A batting average is a way to measure a player's performance in hitting during games. It gives an idea of how often a player gets a hit. The formula for batting average is \(\text{Batting Average} = \frac{h}{a}\) where \(h\) is the number of hits and \(a\) is the number of at bats.
For example, let's say a player had 8 hits and went up to bat 22 times (at bats). We substitute these values into the formula to find the batting average:
\[\text{Batting Average} = \frac{8}{22} \]

Division is a mathematical operation where you split a number into equal parts. In the context of our batting average calculation, we're dividing the number of hits by the number of at bats. Using our example, we divide 8 by 22:
\[\frac{8}{22} \]
When you divide 8 by 22, you end up with a decimal number. It's important to perform the division correctly to get an accurate batting average.
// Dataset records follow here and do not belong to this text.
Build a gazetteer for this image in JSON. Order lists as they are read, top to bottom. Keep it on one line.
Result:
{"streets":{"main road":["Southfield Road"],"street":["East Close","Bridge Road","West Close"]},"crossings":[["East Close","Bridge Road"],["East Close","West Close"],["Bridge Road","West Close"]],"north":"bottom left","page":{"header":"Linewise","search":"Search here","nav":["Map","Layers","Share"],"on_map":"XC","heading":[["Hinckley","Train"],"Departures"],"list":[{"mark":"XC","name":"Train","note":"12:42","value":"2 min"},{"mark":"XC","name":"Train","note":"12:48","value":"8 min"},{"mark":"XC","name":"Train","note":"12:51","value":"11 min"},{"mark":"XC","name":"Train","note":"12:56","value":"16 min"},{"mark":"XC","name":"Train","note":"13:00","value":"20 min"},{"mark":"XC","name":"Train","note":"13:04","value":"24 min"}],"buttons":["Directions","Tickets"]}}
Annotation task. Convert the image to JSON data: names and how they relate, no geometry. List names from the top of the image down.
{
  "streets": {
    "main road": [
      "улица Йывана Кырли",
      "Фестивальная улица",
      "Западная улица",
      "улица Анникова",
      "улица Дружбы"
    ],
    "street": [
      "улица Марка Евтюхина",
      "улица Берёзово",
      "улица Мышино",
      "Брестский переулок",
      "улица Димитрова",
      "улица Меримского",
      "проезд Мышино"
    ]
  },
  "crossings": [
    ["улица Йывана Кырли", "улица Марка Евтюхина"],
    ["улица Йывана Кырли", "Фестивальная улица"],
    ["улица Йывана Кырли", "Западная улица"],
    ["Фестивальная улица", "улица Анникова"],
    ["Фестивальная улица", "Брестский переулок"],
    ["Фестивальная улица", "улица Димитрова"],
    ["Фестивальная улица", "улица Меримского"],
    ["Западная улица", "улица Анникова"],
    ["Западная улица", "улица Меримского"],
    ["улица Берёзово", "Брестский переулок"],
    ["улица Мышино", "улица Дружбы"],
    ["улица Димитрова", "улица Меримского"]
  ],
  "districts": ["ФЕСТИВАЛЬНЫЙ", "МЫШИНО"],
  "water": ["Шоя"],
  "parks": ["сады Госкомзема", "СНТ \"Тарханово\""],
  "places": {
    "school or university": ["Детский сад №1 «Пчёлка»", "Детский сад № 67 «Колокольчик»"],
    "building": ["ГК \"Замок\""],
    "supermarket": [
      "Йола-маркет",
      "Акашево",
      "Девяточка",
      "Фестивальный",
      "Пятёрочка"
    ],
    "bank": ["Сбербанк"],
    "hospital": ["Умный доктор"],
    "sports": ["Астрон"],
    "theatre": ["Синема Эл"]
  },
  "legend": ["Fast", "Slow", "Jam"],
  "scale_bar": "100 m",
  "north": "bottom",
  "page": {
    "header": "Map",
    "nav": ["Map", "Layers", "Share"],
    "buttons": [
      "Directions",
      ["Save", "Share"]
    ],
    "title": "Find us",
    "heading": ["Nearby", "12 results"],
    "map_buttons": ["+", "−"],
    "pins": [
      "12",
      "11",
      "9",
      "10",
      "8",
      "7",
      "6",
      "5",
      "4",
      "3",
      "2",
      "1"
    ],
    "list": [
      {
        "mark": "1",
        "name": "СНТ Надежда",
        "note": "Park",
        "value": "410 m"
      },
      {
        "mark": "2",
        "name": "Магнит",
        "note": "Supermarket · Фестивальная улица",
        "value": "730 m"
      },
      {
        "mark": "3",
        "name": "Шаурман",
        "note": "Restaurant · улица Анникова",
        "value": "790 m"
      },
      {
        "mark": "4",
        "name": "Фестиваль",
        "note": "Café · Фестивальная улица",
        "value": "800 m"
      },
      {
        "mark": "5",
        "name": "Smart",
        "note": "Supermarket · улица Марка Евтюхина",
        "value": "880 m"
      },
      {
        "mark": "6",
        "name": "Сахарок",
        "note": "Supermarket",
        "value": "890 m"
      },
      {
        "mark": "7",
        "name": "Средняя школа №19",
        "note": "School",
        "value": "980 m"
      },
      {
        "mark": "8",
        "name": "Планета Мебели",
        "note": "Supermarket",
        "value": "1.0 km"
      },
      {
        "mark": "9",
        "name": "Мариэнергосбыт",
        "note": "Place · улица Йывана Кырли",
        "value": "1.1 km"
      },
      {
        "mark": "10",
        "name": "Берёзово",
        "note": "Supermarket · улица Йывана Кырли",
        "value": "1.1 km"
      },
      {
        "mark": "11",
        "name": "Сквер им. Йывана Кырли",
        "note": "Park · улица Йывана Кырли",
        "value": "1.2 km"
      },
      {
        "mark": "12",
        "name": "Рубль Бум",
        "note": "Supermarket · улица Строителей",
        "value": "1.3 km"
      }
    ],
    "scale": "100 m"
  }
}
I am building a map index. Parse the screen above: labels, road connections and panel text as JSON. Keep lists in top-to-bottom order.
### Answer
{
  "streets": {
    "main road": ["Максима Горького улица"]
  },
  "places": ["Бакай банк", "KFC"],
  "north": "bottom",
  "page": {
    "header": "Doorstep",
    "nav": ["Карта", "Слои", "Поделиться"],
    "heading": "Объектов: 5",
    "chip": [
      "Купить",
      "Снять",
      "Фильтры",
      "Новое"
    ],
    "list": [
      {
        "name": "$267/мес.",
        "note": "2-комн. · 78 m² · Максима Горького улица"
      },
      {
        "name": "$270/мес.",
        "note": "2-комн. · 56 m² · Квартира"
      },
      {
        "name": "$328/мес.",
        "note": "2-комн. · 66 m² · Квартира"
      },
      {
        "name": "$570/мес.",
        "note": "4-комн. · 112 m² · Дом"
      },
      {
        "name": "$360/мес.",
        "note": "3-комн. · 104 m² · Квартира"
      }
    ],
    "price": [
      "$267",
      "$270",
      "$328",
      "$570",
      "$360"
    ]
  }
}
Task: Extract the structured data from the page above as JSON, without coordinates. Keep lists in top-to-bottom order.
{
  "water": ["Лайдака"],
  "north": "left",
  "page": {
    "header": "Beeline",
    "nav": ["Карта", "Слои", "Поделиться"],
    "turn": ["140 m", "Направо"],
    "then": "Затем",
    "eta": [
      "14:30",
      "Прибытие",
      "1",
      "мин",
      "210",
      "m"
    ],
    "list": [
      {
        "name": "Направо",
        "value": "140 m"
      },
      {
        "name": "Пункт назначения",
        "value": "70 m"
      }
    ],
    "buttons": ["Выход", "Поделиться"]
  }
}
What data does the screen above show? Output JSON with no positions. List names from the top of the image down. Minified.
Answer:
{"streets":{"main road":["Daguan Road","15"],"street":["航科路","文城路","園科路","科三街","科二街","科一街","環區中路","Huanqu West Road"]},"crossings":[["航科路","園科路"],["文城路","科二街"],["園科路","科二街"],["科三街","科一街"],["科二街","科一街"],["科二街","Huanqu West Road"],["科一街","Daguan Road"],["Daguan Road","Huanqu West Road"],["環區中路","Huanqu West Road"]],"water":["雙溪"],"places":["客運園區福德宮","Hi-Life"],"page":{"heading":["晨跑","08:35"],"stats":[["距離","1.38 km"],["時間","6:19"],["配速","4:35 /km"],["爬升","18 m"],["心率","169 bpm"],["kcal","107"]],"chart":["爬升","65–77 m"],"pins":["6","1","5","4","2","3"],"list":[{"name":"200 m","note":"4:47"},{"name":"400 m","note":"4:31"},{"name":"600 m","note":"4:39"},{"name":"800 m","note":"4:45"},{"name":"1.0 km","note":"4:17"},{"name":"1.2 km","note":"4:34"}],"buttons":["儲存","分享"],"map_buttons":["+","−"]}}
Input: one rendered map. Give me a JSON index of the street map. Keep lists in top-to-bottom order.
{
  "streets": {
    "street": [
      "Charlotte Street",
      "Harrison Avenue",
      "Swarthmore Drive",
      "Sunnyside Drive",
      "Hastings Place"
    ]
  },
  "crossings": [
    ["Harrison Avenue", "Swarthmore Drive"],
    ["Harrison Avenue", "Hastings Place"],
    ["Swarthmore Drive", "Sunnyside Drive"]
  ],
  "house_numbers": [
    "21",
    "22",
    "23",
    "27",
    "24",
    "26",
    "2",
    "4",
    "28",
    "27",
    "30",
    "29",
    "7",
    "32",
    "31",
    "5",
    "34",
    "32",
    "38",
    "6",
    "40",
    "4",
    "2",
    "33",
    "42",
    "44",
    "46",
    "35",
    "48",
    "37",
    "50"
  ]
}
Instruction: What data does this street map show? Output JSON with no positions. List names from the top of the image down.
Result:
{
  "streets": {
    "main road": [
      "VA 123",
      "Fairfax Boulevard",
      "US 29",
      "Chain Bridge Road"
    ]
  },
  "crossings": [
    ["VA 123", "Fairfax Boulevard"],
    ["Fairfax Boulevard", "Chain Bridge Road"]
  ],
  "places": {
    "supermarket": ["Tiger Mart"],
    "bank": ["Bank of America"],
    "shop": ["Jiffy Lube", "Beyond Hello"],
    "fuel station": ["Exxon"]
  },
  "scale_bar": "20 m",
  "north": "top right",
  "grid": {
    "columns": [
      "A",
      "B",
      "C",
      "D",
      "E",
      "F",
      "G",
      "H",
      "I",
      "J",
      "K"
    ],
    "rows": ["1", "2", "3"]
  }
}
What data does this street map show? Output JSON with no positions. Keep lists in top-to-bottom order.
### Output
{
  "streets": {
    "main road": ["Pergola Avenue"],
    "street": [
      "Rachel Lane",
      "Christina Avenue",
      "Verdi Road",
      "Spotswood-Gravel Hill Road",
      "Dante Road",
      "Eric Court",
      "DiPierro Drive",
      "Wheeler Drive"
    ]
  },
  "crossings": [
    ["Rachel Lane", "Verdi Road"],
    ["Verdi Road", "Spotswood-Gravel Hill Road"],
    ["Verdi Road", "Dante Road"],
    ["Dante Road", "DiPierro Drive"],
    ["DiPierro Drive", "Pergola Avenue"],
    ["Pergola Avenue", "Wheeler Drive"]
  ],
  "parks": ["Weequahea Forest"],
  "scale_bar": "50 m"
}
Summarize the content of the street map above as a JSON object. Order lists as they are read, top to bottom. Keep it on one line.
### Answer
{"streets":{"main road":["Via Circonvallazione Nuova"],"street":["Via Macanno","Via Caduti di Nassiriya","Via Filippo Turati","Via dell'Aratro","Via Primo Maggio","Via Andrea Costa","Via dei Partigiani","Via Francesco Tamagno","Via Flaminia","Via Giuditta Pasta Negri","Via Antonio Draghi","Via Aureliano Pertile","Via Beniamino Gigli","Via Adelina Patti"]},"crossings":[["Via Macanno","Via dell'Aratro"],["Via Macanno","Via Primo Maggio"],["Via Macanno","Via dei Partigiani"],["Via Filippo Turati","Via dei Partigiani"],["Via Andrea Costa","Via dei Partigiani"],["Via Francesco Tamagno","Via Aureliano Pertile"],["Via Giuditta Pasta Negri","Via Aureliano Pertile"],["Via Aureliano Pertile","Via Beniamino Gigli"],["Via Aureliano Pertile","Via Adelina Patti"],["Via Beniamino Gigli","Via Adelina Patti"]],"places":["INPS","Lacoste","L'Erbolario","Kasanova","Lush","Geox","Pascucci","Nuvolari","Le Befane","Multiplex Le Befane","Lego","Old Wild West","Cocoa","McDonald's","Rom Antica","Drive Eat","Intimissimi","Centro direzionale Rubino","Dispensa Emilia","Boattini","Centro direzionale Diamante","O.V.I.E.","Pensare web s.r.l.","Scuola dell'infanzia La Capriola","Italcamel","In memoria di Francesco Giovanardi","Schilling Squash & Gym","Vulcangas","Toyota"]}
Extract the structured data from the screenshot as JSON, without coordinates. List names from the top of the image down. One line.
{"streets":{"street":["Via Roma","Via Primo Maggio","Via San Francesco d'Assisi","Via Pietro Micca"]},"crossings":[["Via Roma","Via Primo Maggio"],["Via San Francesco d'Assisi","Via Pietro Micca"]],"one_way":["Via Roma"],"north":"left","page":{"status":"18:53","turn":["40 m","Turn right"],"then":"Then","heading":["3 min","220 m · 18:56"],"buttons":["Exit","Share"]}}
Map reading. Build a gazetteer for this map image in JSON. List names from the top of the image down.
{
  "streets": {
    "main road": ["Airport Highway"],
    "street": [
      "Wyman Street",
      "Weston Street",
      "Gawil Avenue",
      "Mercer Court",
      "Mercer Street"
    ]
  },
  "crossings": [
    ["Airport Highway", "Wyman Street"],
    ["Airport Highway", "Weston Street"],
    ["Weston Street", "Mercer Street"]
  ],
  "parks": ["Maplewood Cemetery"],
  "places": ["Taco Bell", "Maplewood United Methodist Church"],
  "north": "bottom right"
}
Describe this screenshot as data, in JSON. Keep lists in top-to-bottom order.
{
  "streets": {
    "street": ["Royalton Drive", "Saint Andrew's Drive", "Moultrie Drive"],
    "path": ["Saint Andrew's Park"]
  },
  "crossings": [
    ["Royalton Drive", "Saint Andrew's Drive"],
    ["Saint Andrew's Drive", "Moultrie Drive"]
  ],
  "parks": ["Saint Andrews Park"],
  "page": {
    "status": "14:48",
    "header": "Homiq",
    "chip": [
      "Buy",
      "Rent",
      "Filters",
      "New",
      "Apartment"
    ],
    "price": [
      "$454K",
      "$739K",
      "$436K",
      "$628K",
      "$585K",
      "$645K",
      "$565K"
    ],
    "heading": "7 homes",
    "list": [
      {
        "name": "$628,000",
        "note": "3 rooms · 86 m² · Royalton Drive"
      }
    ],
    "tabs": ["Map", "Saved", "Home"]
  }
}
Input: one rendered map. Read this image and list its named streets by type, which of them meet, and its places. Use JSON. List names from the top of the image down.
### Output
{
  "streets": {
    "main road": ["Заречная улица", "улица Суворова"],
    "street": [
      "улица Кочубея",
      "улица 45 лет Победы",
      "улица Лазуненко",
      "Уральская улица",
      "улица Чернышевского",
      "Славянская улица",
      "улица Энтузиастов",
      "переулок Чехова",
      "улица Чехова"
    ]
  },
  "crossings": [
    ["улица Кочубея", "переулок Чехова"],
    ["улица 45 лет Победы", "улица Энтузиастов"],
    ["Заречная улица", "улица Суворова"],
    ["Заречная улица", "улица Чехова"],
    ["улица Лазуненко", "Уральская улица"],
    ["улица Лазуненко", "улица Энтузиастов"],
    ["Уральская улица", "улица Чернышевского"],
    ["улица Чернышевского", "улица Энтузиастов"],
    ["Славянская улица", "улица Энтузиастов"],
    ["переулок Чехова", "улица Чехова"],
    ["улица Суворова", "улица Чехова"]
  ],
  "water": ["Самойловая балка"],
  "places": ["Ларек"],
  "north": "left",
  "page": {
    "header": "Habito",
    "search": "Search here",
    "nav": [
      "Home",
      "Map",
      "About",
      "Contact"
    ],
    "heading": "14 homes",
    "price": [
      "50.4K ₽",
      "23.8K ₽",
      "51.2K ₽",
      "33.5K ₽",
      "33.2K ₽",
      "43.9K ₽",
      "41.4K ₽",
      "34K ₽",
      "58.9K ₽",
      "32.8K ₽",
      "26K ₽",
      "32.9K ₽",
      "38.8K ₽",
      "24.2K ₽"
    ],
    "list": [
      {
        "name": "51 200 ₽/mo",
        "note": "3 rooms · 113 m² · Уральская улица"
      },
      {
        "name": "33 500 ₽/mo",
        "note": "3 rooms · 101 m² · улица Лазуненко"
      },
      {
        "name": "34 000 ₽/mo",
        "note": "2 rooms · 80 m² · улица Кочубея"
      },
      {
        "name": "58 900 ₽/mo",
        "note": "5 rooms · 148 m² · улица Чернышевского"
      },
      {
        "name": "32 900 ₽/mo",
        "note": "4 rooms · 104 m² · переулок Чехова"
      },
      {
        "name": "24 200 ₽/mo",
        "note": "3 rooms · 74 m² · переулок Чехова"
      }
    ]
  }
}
After performing division, you might get a long decimal number. Rounding helps simplify this number while keeping it accurate to a certain degree. Rounding to the nearest thousandth means we keep three decimal places.
In our example, the result of the division was approximately \(0.363636\).
To round to the nearest thousandth, look at the fourth decimal place. If it's 5 or more, round up. If it's less than 5, round down. \(\text{So, 0.3636 rounds to 0.364}\).

Fractions are a way to represent parts of a whole. In algebra, they often appear in formulas like our batting average formula. The fraction \( \frac{8}{22} \) is an algebraic expression where 8 is the numerator (top part) and 22 is the denominator (bottom part).
Fractions can be simplified or divided to find their decimal form. This simplifies calculations and comparisons.
Always be attentive when dealing with fractions in mathematical expressions and ensure proper division and simplification.